What needs to be done:
Without reproducing any picture, copy the records word for word.

Dataset items:

● ● ● ●

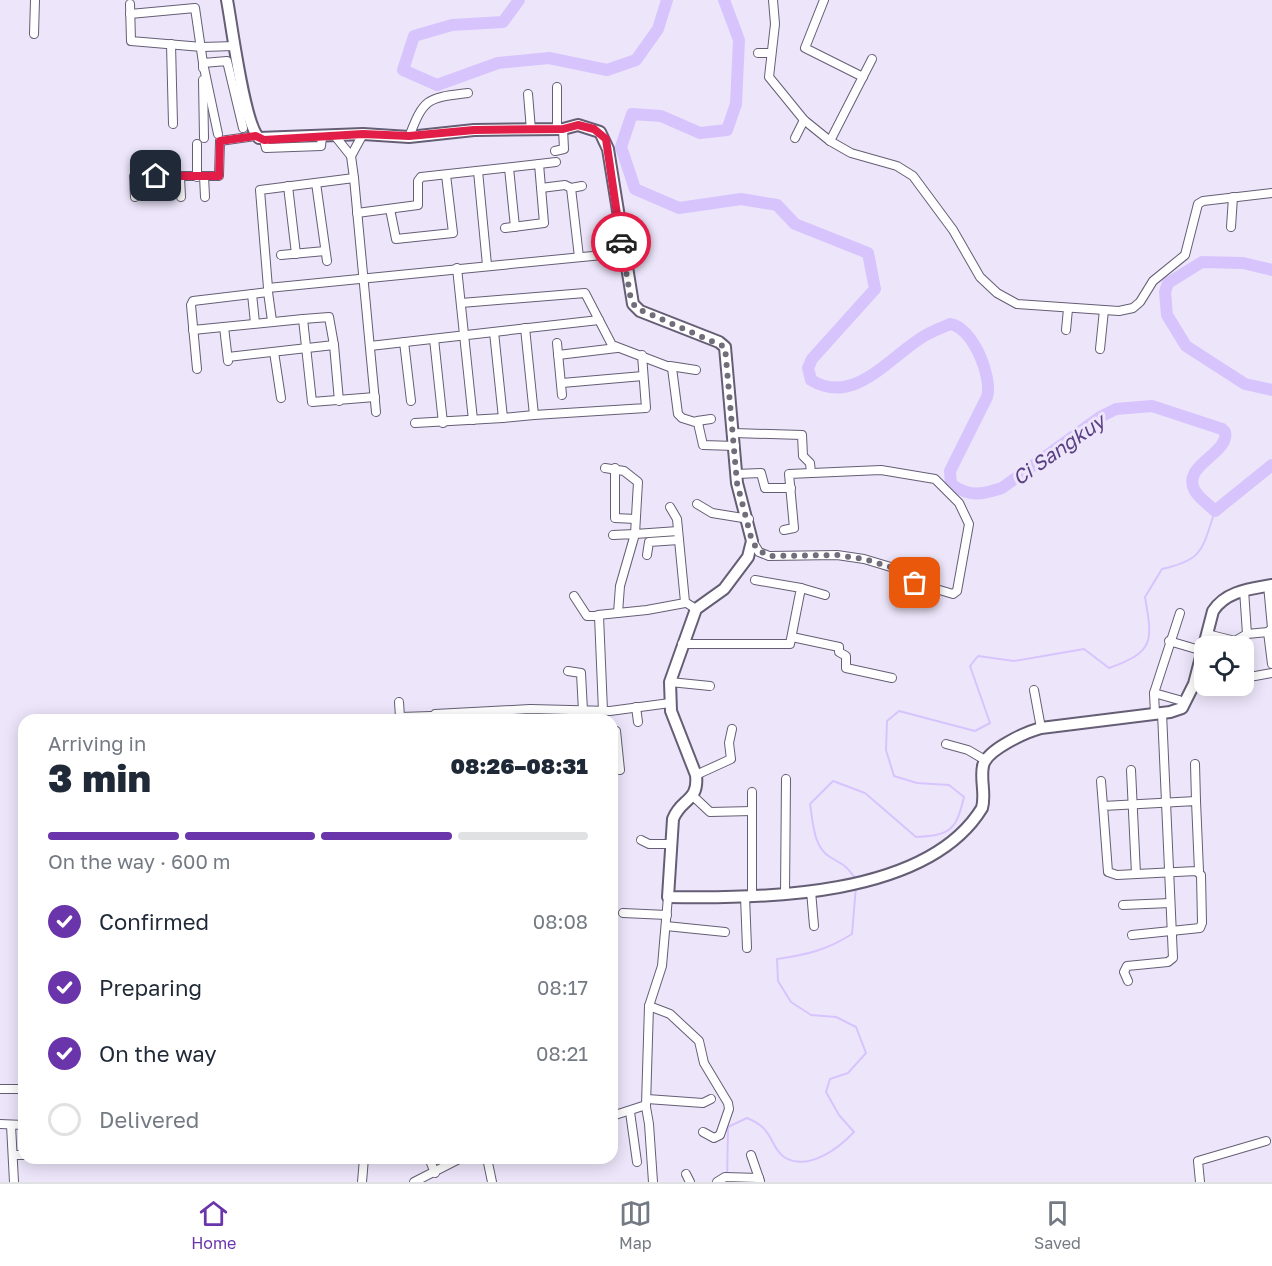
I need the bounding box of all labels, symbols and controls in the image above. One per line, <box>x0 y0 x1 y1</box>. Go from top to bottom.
pin <box>130 150 181 201</box>
icon: home <box>139 159 172 192</box>
courier <box>591 212 651 272</box>
icon: car <box>605 226 638 259</box>
water label: Ci Sangkuy <box>1007 407 1112 490</box>
pin <box>889 557 940 608</box>
icon: bag <box>898 566 931 599</box>
map controls <box>1194 636 1254 696</box>
button: locate <box>1194 636 1254 696</box>
text: Arriving in <box>48 731 146 755</box>
text: 08:26–08:31 <box>450 752 588 779</box>
text: 3 min <box>48 754 151 801</box>
text: On the way · 600 m <box>48 849 231 873</box>
icon: check <box>48 905 81 938</box>
text: Confirmed <box>99 908 209 935</box>
text: 08:08 <box>533 909 588 933</box>
icon: check <box>48 971 81 1004</box>
text: Preparing <box>99 974 202 1001</box>
text: 08:17 <box>537 975 588 999</box>
icon: check <box>48 1037 81 1070</box>
text: On the way <box>99 1040 217 1067</box>
text: 08:21 <box>536 1041 588 1065</box>
text: Delivered <box>99 1106 199 1133</box>
tab: Home <box>191 1197 236 1253</box>
tab: Map <box>619 1197 652 1253</box>
tab: Saved <box>1034 1197 1081 1253</box>

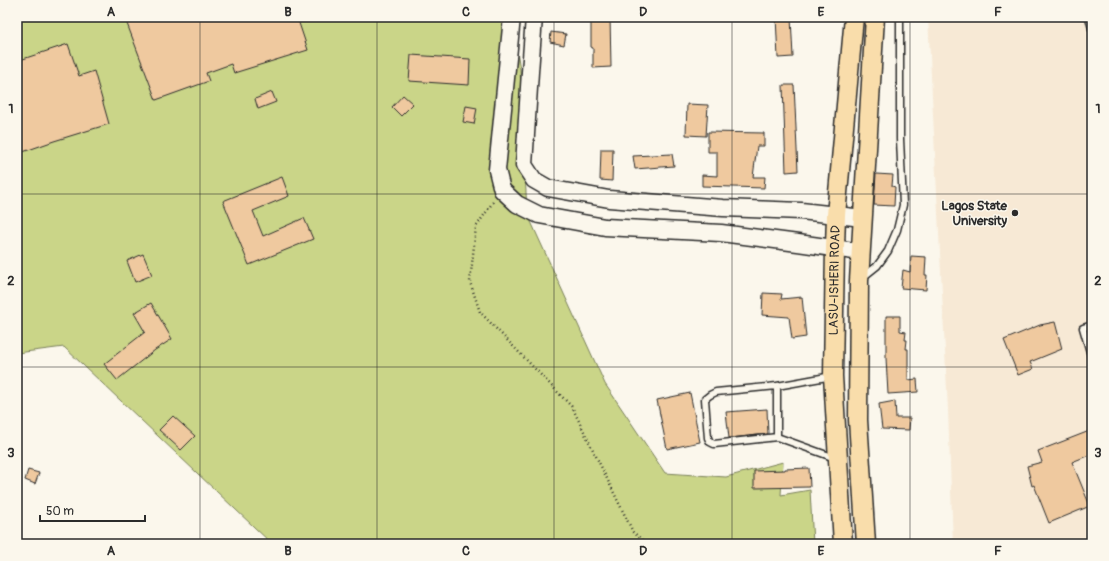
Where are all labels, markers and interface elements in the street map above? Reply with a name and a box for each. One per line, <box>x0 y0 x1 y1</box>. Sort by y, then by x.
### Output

● ● ● ●

Answer box:
I need the bounding box of all labels, symbols and controls in the image above. One per line, <box>x0 y0 x1 y1</box>. Go from top to bottom.
pin <box>130 150 181 201</box>
icon: home <box>139 159 172 192</box>
courier <box>591 212 651 272</box>
icon: car <box>605 226 638 259</box>
water label: Ci Sangkuy <box>1007 407 1112 490</box>
pin <box>889 557 940 608</box>
icon: bag <box>898 566 931 599</box>
map controls <box>1194 636 1254 696</box>
button: locate <box>1194 636 1254 696</box>
text: Arriving in <box>48 731 146 755</box>
text: 08:26–08:31 <box>450 752 588 779</box>
text: 3 min <box>48 754 151 801</box>
text: On the way · 600 m <box>48 849 231 873</box>
icon: check <box>48 905 81 938</box>
text: Confirmed <box>99 908 209 935</box>
text: 08:08 <box>533 909 588 933</box>
icon: check <box>48 971 81 1004</box>
text: Preparing <box>99 974 202 1001</box>
text: 08:17 <box>537 975 588 999</box>
icon: check <box>48 1037 81 1070</box>
text: On the way <box>99 1040 217 1067</box>
text: 08:21 <box>536 1041 588 1065</box>
text: Delivered <box>99 1106 199 1133</box>
tab: Home <box>191 1197 236 1253</box>
tab: Map <box>619 1197 652 1253</box>
tab: Saved <box>1034 1197 1081 1253</box>

Where are all labels, markers and interface elements in the street map above? Reply with a name and a box for each. One per line, <box>x0 y0 x1 y1</box>. Sort by y, then by x.
### Output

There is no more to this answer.